SB: Yes. I’d say that in terms of scale, if you magnified film, fashion, or music, they’d all start to feel a lot like architecture. The layers, the structure, the way they trigger senses or follow certain mechanisms—it all translates. I get just as much inspiration from a garment’s construction or a scene in a film as I do from a building. It’s all spatial in its own way.

NK: Have you ever collaborated with artists or technologies in unexpected ways?

SB: Almost every project ends up being a collaboration, if I really think about it. Whether the person I’m working with is a DJ, filmmaker, artist, or even a finance bro, it’s still a creative exchange. I get to understand how their mind works and how mine responds to it, and somewhere in between, we shape something that feels relevant to both of us. That back- and-forth is what makes the process intertwined.

NK: How do you measure the success of a building years after it’s built?

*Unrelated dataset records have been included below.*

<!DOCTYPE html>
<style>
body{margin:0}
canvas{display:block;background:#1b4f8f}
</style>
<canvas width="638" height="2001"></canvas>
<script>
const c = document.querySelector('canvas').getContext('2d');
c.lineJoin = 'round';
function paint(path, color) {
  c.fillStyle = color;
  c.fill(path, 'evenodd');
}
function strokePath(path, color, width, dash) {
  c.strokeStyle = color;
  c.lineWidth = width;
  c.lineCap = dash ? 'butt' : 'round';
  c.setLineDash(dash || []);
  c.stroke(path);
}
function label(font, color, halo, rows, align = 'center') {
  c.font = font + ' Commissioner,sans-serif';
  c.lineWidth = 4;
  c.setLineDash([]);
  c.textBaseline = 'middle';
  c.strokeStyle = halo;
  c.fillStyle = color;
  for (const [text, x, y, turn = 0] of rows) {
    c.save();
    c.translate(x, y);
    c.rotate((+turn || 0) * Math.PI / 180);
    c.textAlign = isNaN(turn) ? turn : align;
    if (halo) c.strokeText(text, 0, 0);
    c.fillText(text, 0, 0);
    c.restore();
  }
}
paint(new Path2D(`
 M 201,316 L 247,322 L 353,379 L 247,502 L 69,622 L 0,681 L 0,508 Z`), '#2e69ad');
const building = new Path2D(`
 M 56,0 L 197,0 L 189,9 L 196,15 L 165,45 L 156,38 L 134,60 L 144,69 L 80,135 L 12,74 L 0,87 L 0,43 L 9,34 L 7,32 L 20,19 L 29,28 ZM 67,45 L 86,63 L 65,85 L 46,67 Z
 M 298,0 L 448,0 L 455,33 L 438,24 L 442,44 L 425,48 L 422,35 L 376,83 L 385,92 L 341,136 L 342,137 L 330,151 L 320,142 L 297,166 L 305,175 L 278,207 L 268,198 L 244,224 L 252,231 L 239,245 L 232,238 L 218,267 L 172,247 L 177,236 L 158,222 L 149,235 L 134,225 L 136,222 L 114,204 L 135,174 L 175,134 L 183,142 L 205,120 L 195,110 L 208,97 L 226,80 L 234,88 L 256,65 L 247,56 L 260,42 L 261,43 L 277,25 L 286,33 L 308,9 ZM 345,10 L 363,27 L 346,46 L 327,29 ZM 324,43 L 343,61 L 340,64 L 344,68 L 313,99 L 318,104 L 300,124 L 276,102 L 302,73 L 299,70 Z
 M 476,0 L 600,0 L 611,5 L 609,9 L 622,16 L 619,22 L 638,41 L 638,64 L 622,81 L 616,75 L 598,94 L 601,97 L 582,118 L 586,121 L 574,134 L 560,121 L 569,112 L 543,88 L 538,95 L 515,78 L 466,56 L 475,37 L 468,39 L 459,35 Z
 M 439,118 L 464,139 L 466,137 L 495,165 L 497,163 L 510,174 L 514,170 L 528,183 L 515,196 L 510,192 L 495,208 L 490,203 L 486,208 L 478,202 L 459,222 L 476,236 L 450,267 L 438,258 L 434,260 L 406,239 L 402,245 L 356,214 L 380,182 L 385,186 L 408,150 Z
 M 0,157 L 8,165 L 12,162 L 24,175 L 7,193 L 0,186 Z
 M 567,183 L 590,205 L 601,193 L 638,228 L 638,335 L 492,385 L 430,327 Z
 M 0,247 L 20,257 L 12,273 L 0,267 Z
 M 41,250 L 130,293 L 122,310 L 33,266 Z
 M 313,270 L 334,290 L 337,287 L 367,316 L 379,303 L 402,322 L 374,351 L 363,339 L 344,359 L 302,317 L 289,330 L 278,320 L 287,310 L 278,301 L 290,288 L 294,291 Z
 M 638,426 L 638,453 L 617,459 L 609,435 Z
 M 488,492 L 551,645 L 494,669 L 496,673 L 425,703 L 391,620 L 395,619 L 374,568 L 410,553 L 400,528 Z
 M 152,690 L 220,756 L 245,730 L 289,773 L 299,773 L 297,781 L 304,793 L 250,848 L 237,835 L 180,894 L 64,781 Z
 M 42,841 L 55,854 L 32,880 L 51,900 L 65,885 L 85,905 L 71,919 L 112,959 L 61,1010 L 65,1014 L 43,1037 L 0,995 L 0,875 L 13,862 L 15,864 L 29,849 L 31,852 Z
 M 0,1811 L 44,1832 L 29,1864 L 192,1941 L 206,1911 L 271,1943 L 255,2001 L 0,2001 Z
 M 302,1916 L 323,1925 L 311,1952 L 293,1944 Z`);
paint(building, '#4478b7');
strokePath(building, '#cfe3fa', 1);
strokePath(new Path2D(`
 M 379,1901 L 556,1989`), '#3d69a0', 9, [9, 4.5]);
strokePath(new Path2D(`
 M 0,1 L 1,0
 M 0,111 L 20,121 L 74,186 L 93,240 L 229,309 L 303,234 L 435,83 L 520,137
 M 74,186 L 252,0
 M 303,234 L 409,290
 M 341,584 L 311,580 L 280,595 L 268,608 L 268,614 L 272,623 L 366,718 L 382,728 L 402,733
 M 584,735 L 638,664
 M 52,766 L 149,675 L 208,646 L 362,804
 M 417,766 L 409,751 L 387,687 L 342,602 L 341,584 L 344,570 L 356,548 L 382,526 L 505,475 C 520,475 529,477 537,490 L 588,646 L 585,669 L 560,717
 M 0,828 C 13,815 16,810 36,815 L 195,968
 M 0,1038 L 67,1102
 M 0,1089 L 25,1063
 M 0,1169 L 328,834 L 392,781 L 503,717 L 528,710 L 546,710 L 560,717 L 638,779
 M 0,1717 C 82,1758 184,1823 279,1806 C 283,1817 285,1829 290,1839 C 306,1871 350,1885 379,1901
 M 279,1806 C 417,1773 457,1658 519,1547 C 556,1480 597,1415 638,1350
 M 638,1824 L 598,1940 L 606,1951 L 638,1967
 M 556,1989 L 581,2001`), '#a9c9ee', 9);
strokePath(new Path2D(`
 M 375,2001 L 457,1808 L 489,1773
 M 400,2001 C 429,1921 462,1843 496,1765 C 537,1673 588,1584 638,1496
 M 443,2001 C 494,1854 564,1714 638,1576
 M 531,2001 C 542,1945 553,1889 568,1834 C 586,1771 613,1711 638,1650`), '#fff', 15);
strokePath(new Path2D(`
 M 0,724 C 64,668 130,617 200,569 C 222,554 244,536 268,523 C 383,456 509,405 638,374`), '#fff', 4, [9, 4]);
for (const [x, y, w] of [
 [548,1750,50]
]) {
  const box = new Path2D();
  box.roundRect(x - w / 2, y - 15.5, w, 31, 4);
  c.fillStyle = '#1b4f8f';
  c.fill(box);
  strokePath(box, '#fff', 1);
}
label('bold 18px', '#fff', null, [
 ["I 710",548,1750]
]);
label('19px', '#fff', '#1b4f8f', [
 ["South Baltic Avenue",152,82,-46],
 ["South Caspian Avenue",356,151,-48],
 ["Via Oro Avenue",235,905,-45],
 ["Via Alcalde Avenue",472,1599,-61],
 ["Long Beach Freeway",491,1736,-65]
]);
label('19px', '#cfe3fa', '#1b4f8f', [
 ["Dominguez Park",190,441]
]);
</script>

SB: I measure its success by how it stays with you, if you still remember how it made you feel even after you’ve left it. That emotional imprint and the timelessness mean more to me than the methodology it followed. If the space still holds meaning years later, then it worked.

NK: Which overlooked buildings or architects do you think deserve more recognition?

SB: I think overlooked buildings are often the most unforgettable. Some of my favorites are in Sharjah and Bahrain, like the Flying Saucer and the House of Music. They both have stories embedded in them and are tucked into the older parts of the city. There’s something theatrical and new in how they hold space and emotion. They leave a mark without trying too hard. Those are the ones that stick with me.

NK: What is something you wished more people knew about the art of architecture as well as a profession?

SB: That architecture can be absurd, theatrical, emotional, and even temporary. It doesn’t

have to be permanent to be powerful. Some of the most meaningful work exists in moments, installations, or experiences that occur between architecture, art, fashion and performance. It’s a discipline that can stretch and morph, and that’s what makes it exciting.